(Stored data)
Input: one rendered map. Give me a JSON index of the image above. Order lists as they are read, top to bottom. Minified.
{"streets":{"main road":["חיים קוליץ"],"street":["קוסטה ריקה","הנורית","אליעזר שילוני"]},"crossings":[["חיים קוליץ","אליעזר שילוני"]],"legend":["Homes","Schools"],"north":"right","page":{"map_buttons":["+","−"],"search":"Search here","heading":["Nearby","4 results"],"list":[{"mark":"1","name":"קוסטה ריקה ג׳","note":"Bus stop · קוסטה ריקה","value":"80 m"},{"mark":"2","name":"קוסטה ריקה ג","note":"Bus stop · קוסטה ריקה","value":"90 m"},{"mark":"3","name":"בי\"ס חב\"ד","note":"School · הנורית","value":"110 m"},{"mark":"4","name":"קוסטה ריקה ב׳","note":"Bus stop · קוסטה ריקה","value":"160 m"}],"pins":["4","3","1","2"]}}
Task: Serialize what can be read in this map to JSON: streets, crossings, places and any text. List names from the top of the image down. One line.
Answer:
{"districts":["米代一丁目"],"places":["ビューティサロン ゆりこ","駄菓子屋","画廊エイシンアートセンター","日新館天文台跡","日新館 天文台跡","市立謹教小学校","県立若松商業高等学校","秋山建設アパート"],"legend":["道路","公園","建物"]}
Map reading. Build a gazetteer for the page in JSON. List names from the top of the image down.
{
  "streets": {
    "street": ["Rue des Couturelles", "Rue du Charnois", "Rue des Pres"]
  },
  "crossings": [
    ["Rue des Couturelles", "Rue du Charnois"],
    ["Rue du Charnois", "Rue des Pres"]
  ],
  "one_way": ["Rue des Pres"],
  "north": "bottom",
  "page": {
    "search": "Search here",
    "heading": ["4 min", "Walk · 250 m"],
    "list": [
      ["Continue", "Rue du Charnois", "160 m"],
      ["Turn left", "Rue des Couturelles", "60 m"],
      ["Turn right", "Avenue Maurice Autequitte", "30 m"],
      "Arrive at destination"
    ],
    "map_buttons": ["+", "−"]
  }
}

**YOUR INSTRUCTIONS:** Repeat the entries exactly, all of them.

**OUTPUT:**
Input: one rendered map. Give me a JSON index of the image above. Order lists as they are read, top to bottom. Minified.
{"streets":{"main road":["חיים קוליץ"],"street":["קוסטה ריקה","הנורית","אליעזר שילוני"]},"crossings":[["חיים קוליץ","אליעזר שילוני"]],"legend":["Homes","Schools"],"north":"right","page":{"map_buttons":["+","−"],"search":"Search here","heading":["Nearby","4 results"],"list":[{"mark":"1","name":"קוסטה ריקה ג׳","note":"Bus stop · קוסטה ריקה","value":"80 m"},{"mark":"2","name":"קוסטה ריקה ג","note":"Bus stop · קוסטה ריקה","value":"90 m"},{"mark":"3","name":"בי\"ס חב\"ד","note":"School · הנורית","value":"110 m"},{"mark":"4","name":"קוסטה ריקה ב׳","note":"Bus stop · קוסטה ריקה","value":"160 m"}],"pins":["4","3","1","2"]}}
Task: Serialize what can be read in this map to JSON: streets, crossings, places and any text. List names from the top of the image down. One line.
Answer:
{"districts":["米代一丁目"],"places":["ビューティサロン ゆりこ","駄菓子屋","画廊エイシンアートセンター","日新館天文台跡","日新館 天文台跡","市立謹教小学校","県立若松商業高等学校","秋山建設アパート"],"legend":["道路","公園","建物"]}
Map reading. Build a gazetteer for the page in JSON. List names from the top of the image down.
{
  "streets": {
    "street": ["Rue des Couturelles", "Rue du Charnois", "Rue des Pres"]
  },
  "crossings": [
    ["Rue des Couturelles", "Rue du Charnois"],
    ["Rue du Charnois", "Rue des Pres"]
  ],
  "one_way": ["Rue des Pres"],
  "north": "bottom",
  "page": {
    "search": "Search here",
    "heading": ["4 min", "Walk · 250 m"],
    "list": [
      ["Continue", "Rue du Charnois", "160 m"],
      ["Turn left", "Rue des Couturelles", "60 m"],
      ["Turn right", "Avenue Maurice Autequitte", "30 m"],
      "Arrive at destination"
    ],
    "map_buttons": ["+", "−"]
  }
}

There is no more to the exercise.